[Dataset entries]
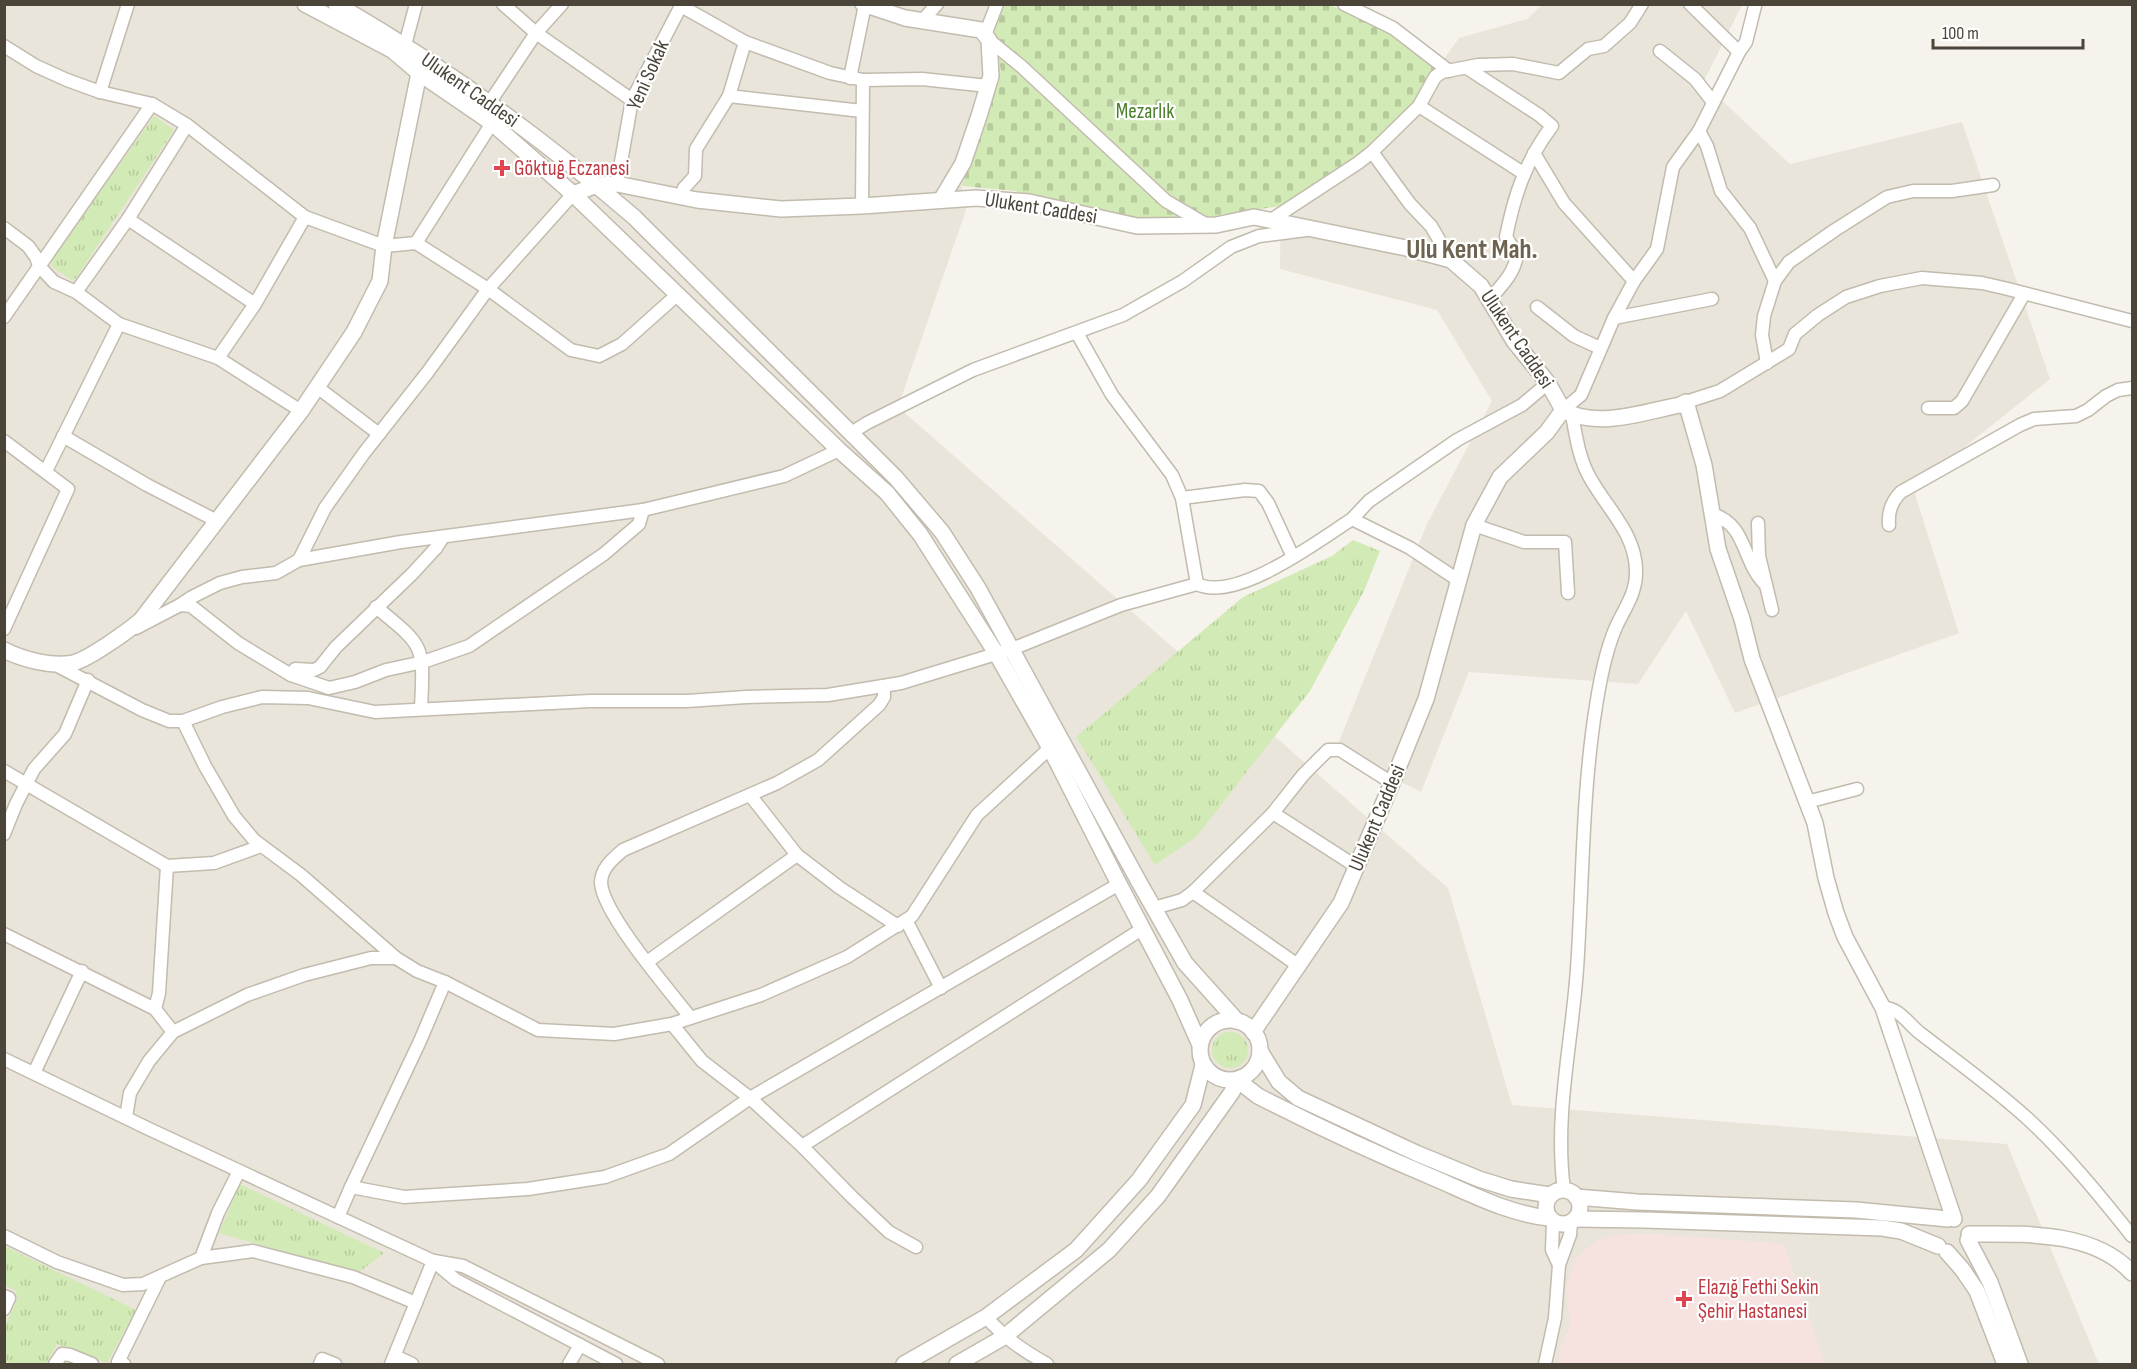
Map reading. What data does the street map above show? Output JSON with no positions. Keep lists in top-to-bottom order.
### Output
{
  "streets": {
    "street": ["Yeni Sokak", "Ulukent Caddesi"]
  },
  "crossings": [
    ["Yeni Sokak", "Ulukent Caddesi"]
  ],
  "districts": ["Ulu Kent Mah."],
  "parks": ["Mezarlık"],
  "places": {
    "health": ["Göktuğ Eczanesi", "Elazığ Fethi Sekin Şehir Hastanesi"]
  },
  "scale_bar": "100 m"
}
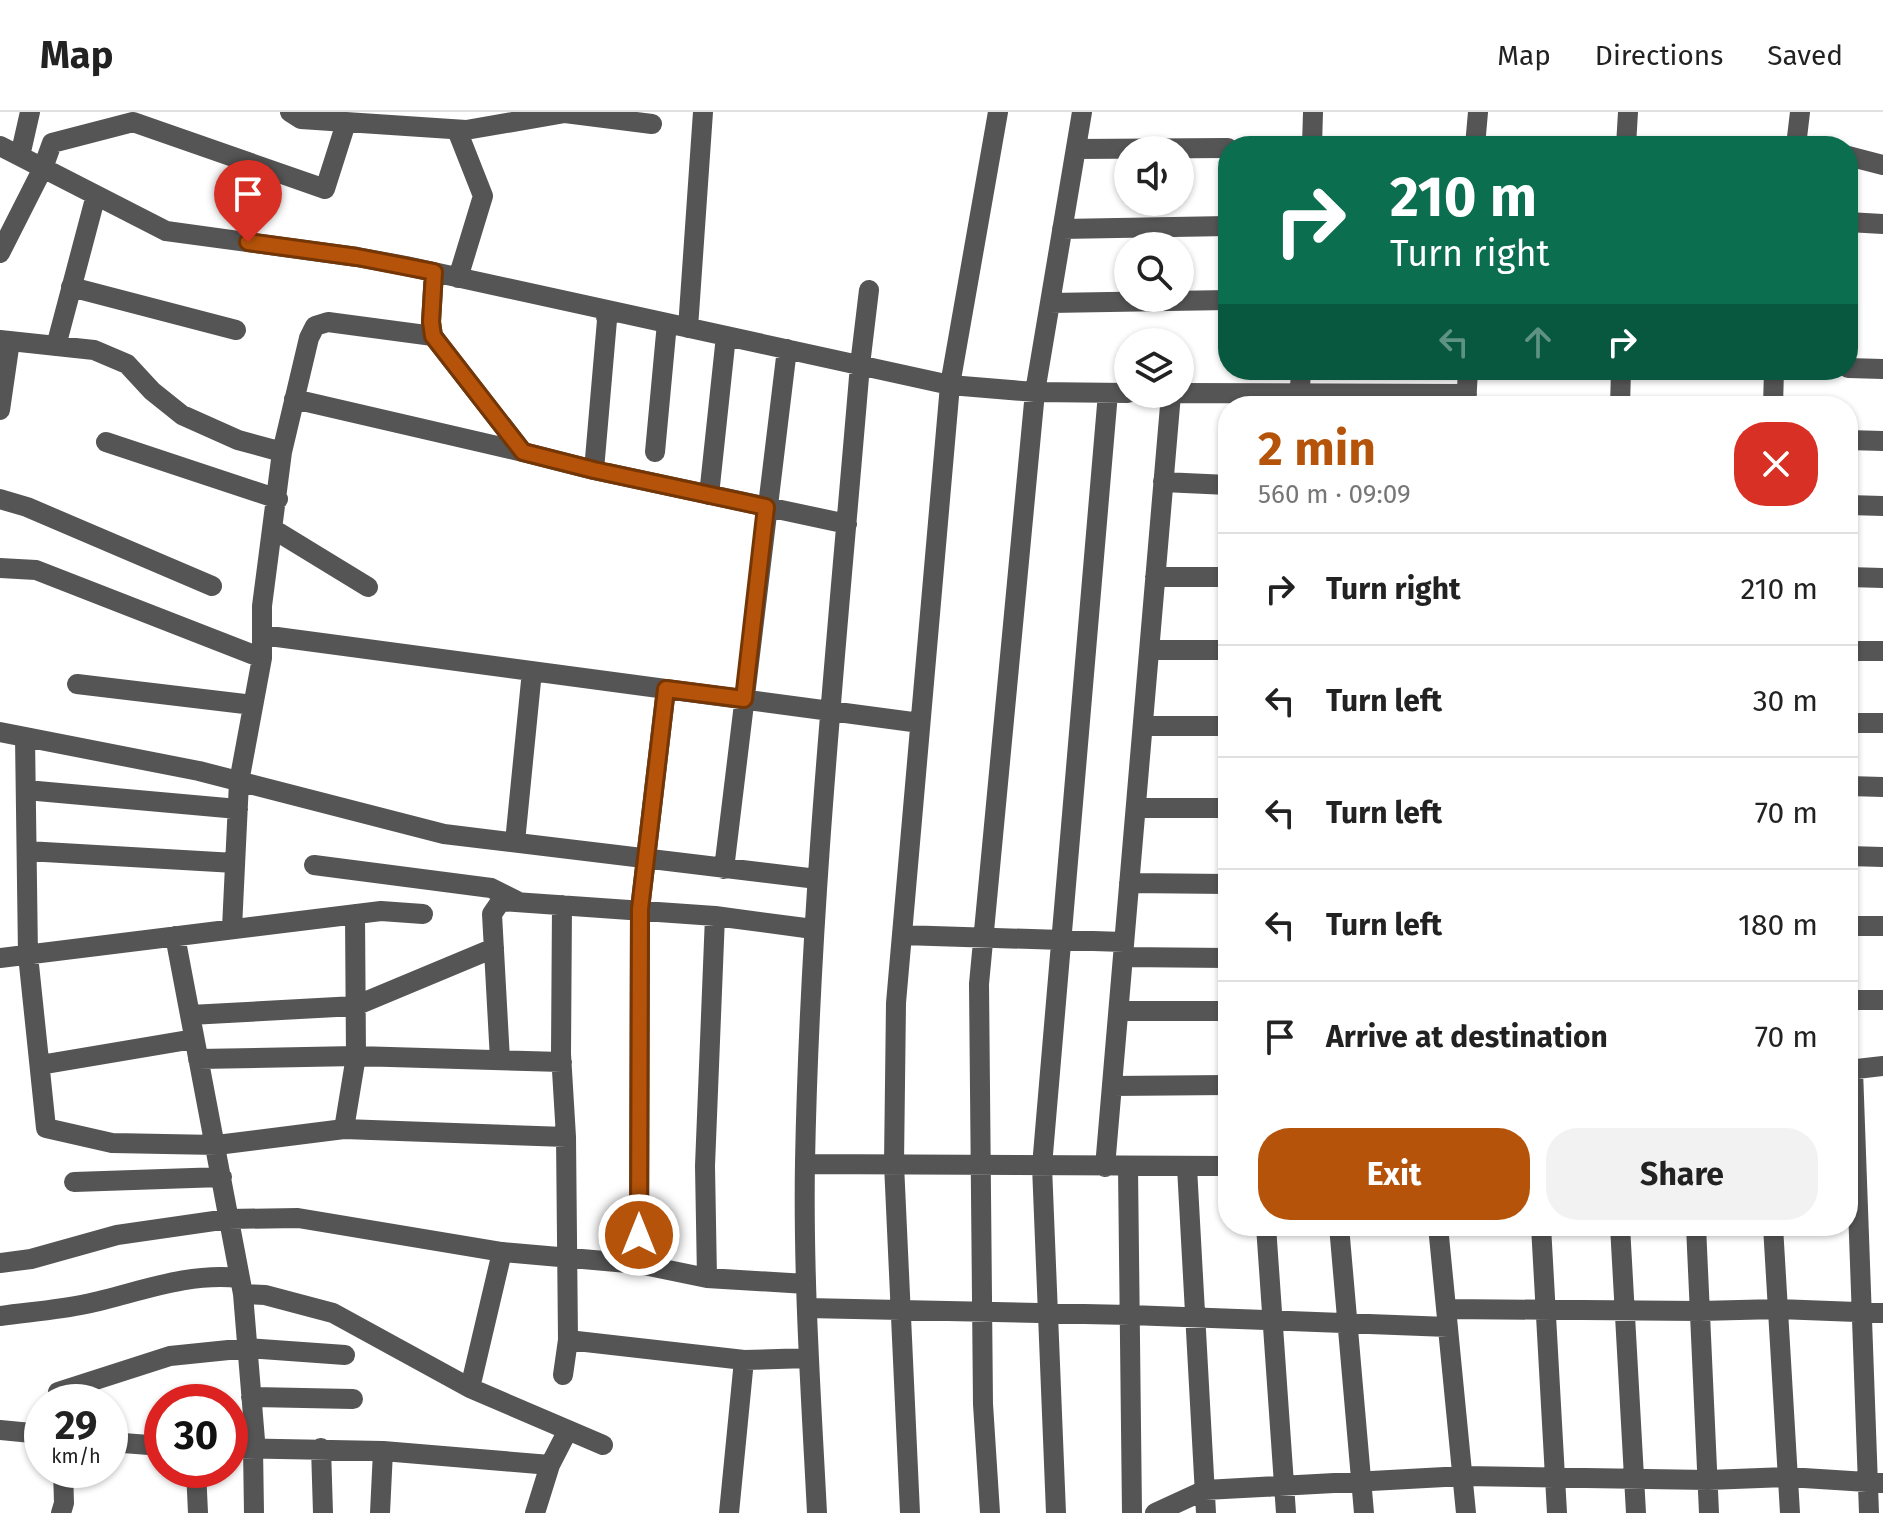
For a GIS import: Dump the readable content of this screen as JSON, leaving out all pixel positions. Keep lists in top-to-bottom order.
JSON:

● WORK ORDER
Write out every entry again word for word, without any of the pictures.

● TASK RESPONSE
Map reading. What data does the street map above show? Output JSON with no positions. Keep lists in top-to-bottom order.
### Output
{
  "streets": {
    "street": ["Yeni Sokak", "Ulukent Caddesi"]
  },
  "crossings": [
    ["Yeni Sokak", "Ulukent Caddesi"]
  ],
  "districts": ["Ulu Kent Mah."],
  "parks": ["Mezarlık"],
  "places": {
    "health": ["Göktuğ Eczanesi", "Elazığ Fethi Sekin Şehir Hastanesi"]
  },
  "scale_bar": "100 m"
}
For a GIS import: Dump the readable content of this screen as JSON, leaving out all pixel positions. Keep lists in top-to-bottom order.
JSON:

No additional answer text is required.